Our women’s book group is reading Heidi currently, and I’ve been reveling in the images of the child running all over the mountain and hugging the goats. It’s easy for me to have comparable experiences, now that spring is here and I can feel myself melting into the landscape under the sun’s rays. It is a holistic experience of beauty, in which all of my senses relay to me the many impressions that add up to a Beauty that is greater than all the parts of the moment; and I am certainly in a heavenly realm, compared to what you would see if I sent you a two-dimensional photo of me bending over the flower beds.
In The Master and His Emissary, another book I am dipping into, Iain McGilchrist discusses the different modes of being in the world that the right and left hemispheres of the brain offer. As it relates to beauty, this basic aspect of the left hemisphere is critical:
“The left-hemisphere view is designed to aid you in grabbing stuff. Its purpose is utility and its evolutionary adaptation lies in the service of grasping and amassing ‘things.’”
McGilchrist says that on the other hand, our relationship with the beautiful “is more like longing, or love, a betweenness, a reverberative process between the beautiful and our selves, which has no ulterior purpose, no aim in view, and is non-acquisitive.” This is something the right brain intuitively and holistically understands.

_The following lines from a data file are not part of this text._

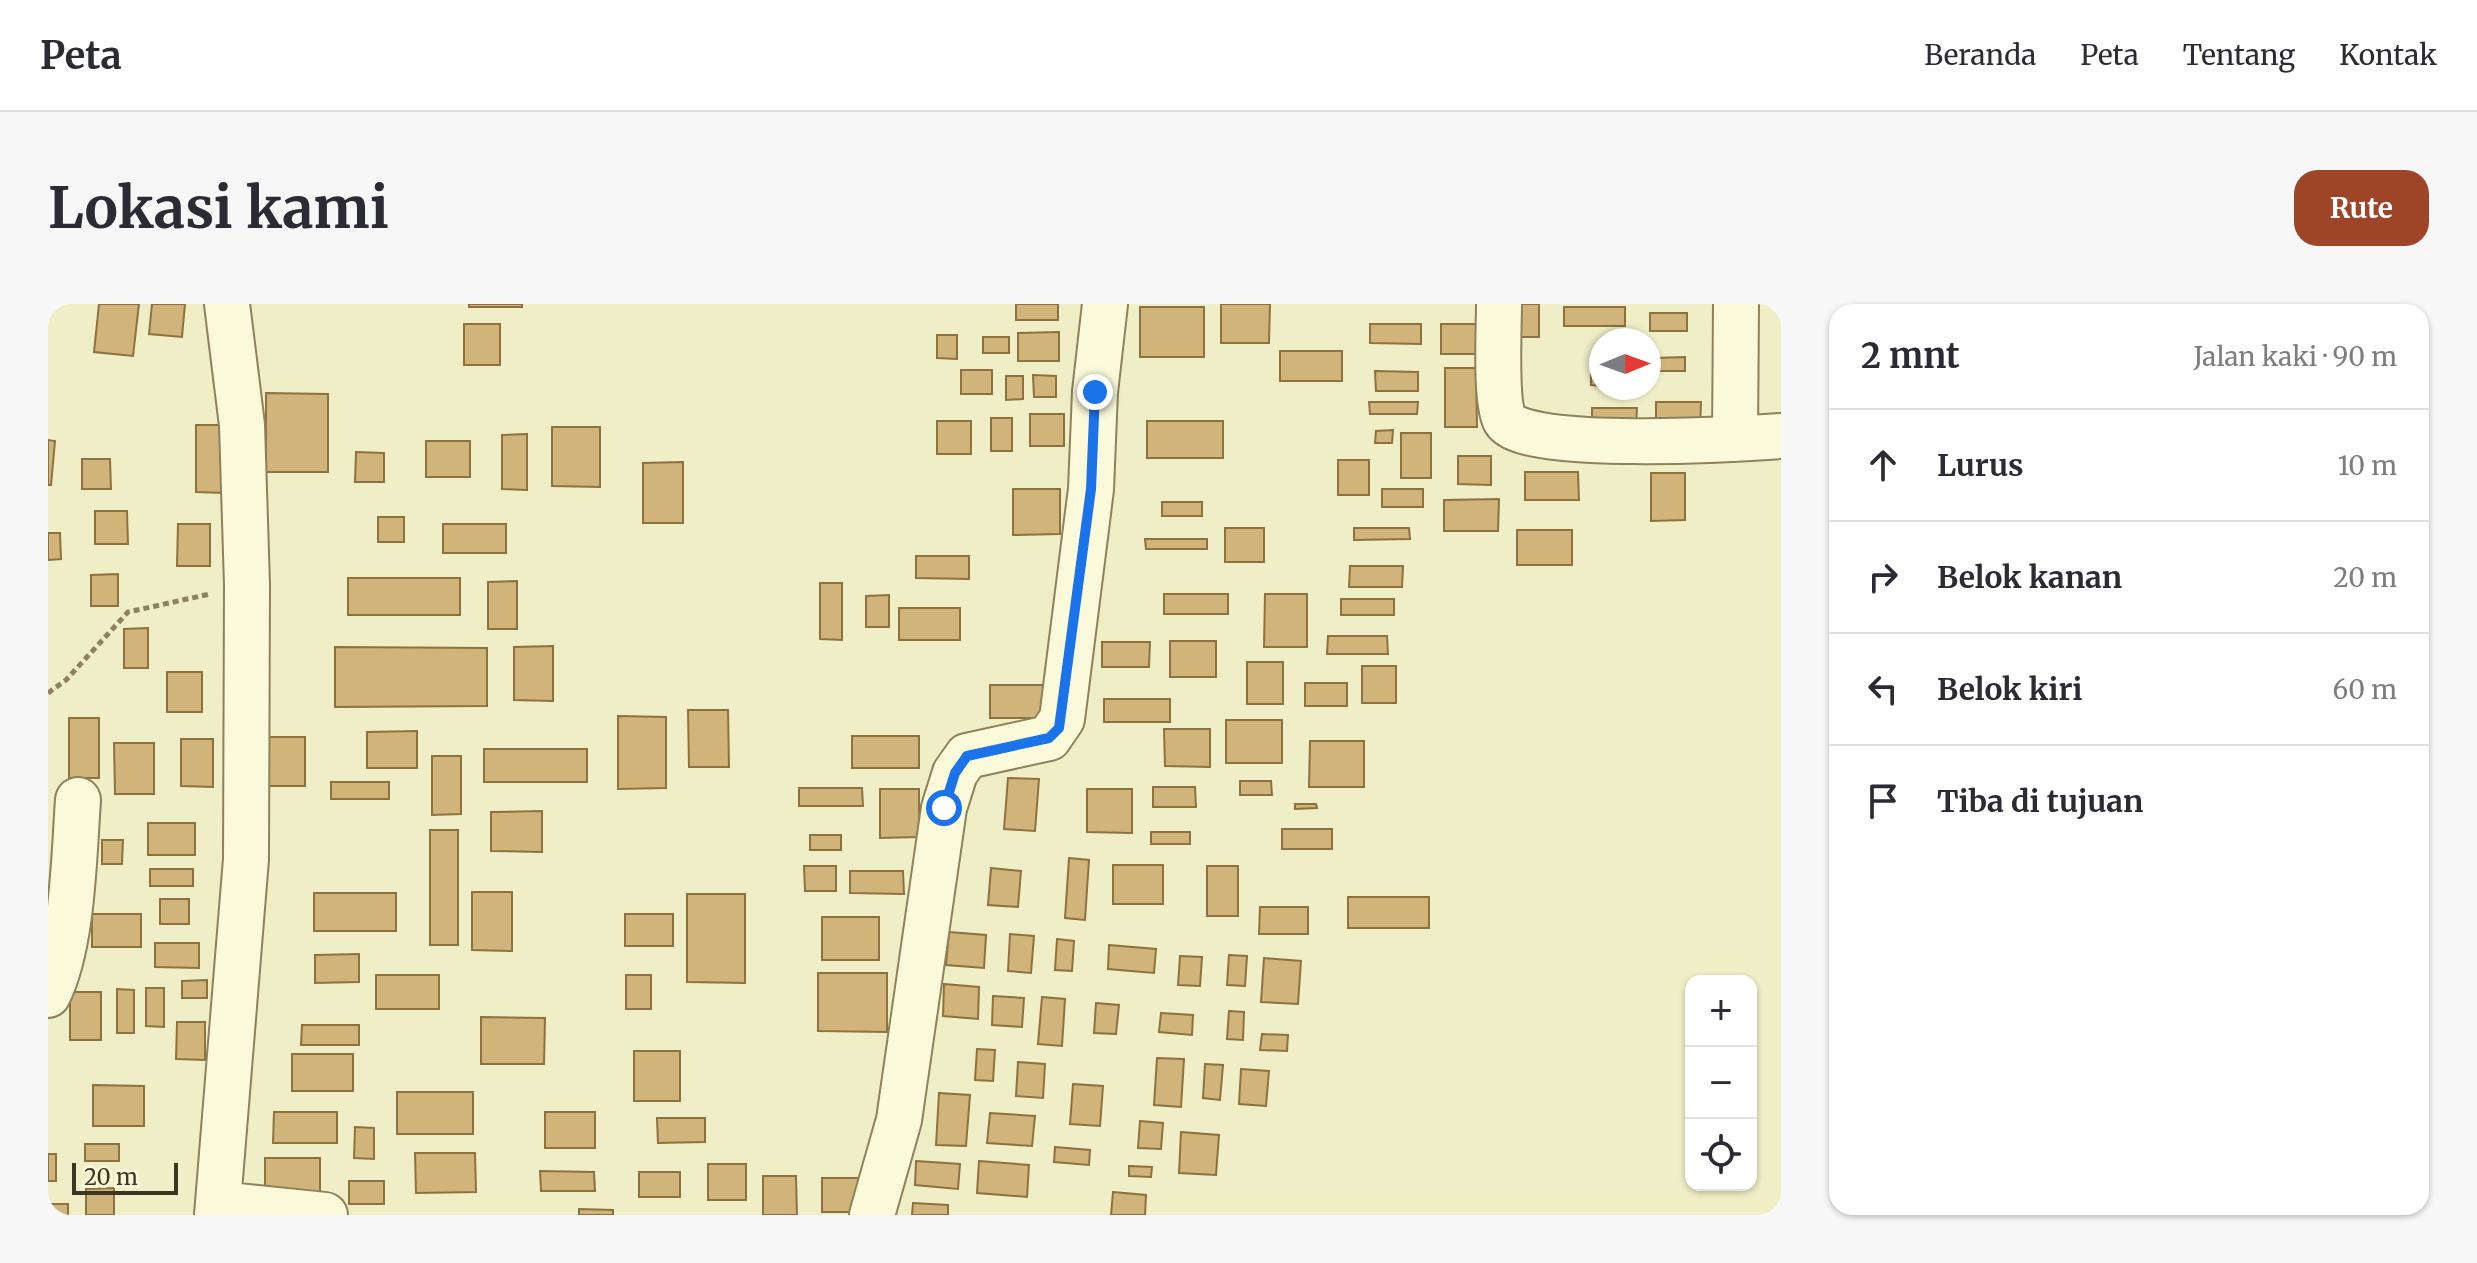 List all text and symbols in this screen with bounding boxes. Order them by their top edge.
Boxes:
text: Peta [40,32,122,79]
text: Beranda [1924,37,2036,73]
text: Peta [2080,37,2139,73]
text: Tentang [2183,37,2295,73]
text: Kontak [2339,37,2437,73]
button: Rute [2294,170,2429,246]
text: Lokasi kami [48,173,389,243]
north arrow [1589,328,1661,400]
text: 2 mnt [1861,335,1960,377]
text: Jalan kaki · 90 m [2193,340,2397,373]
route end [1077,374,1113,410]
icon: ahead [1861,443,1905,487]
text: Lurus [1937,446,2024,484]
text: 10 m [2338,449,2397,482]
icon: right [1861,555,1905,599]
text: Belok kanan [1937,558,2122,596]
text: 20 m [2333,561,2397,594]
icon: left [1861,667,1905,711]
text: Belok kiri [1937,670,2083,708]
text: 60 m [2333,673,2397,706]
icon: arrive [1861,779,1905,823]
text: Tiba di tujuan [1937,782,2143,820]
route start [926,790,962,826]
map controls [1685,975,1757,1191]
button: + [1685,975,1757,1047]
button: − [1685,1047,1757,1119]
button: locate [1685,1119,1757,1191]
scale bar [72,1159,178,1195]
text: 20 m [84,1163,138,1191] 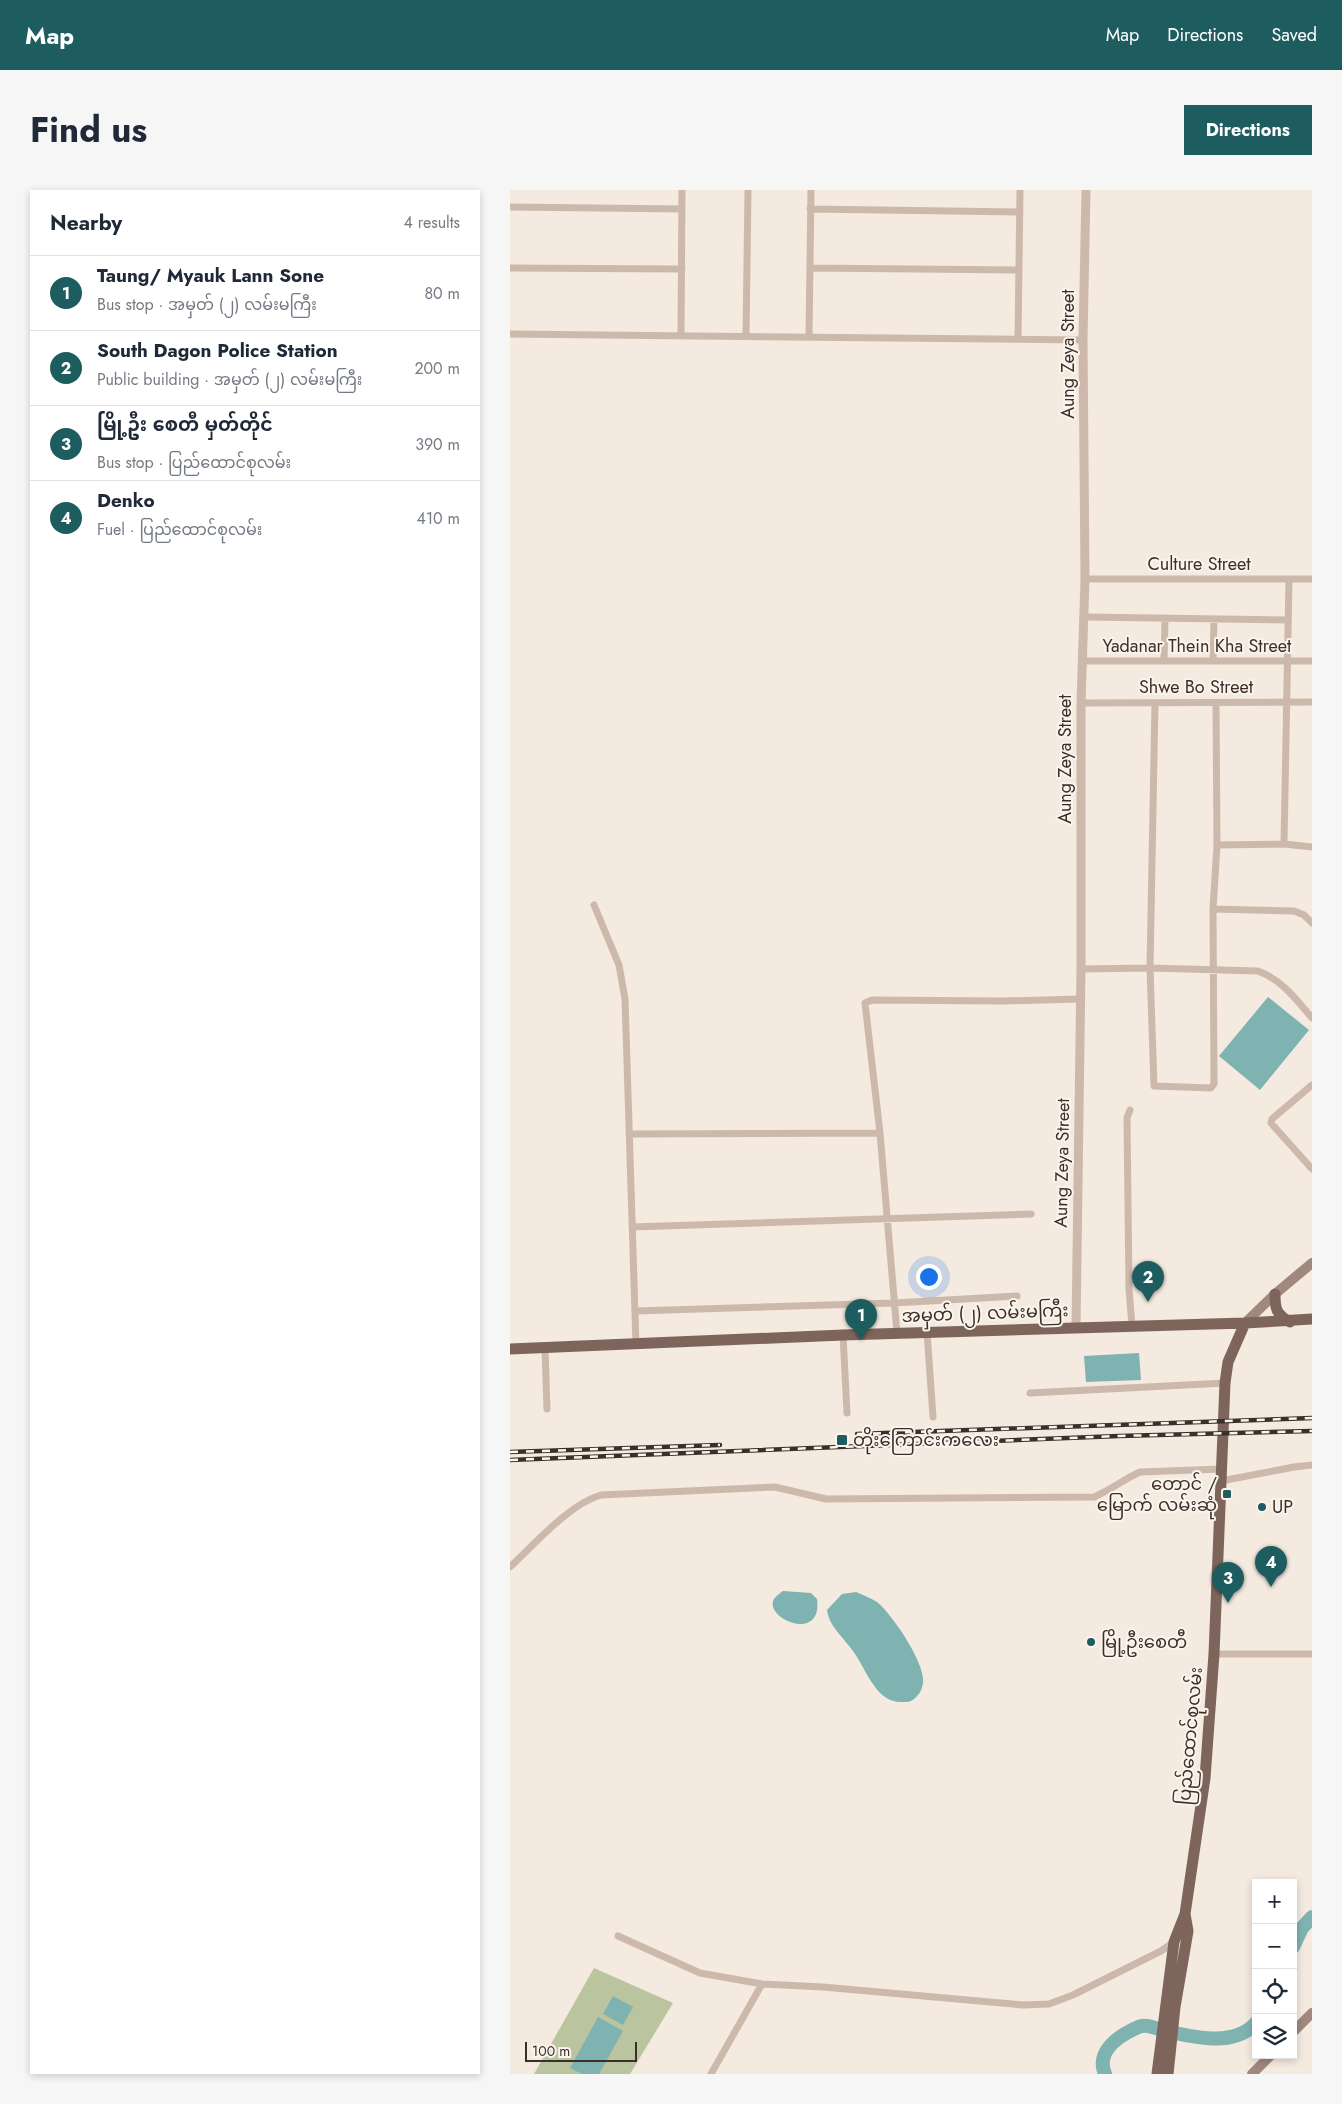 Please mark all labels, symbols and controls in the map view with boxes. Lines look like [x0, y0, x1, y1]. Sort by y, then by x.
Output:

We don’t go through our days aware of the interactions between the hemispheres of our brain, but a big point of the author’s thesis is that “as a society, we are becoming more like individuals with right hemisphere deficits.”
Just a few hours before I took my Rose Walk, I had been reading the book, and this passage jumped out at me:
“As Alain Corbin has argued, we have become more cerebral, and retreated more and more from the senses – especially from smell, touch and taste – as if repelled by the body; and sight, the coolest of the senses, and the one most capable of detachment, has come to dominate all.”
Because it is so easy for us to capture and share visual images by means of our digital technologies, we are flooded with them. As I made my way over to the Rose House I kept thinking about how rich was my experience outdoors, full of bird song, the sound of children’s voices at the creek, the particular feel of the early evening air in May, and the scents — the rose scents most of all. And in my pictures, the only thing I would be able to pass on to you would be a record of what my relatively “detached” sense conveyed to me.
“The coolest of the senses.” That statement about our visual sense startled me, and made me want to push back against the image-focused culture that I have embraced, and against my habit of orienting my explorations toward what my camera can do something with. Since the roses themselves are often so heavy with scent, it was not hard to appreciate them in a multi-sensory way.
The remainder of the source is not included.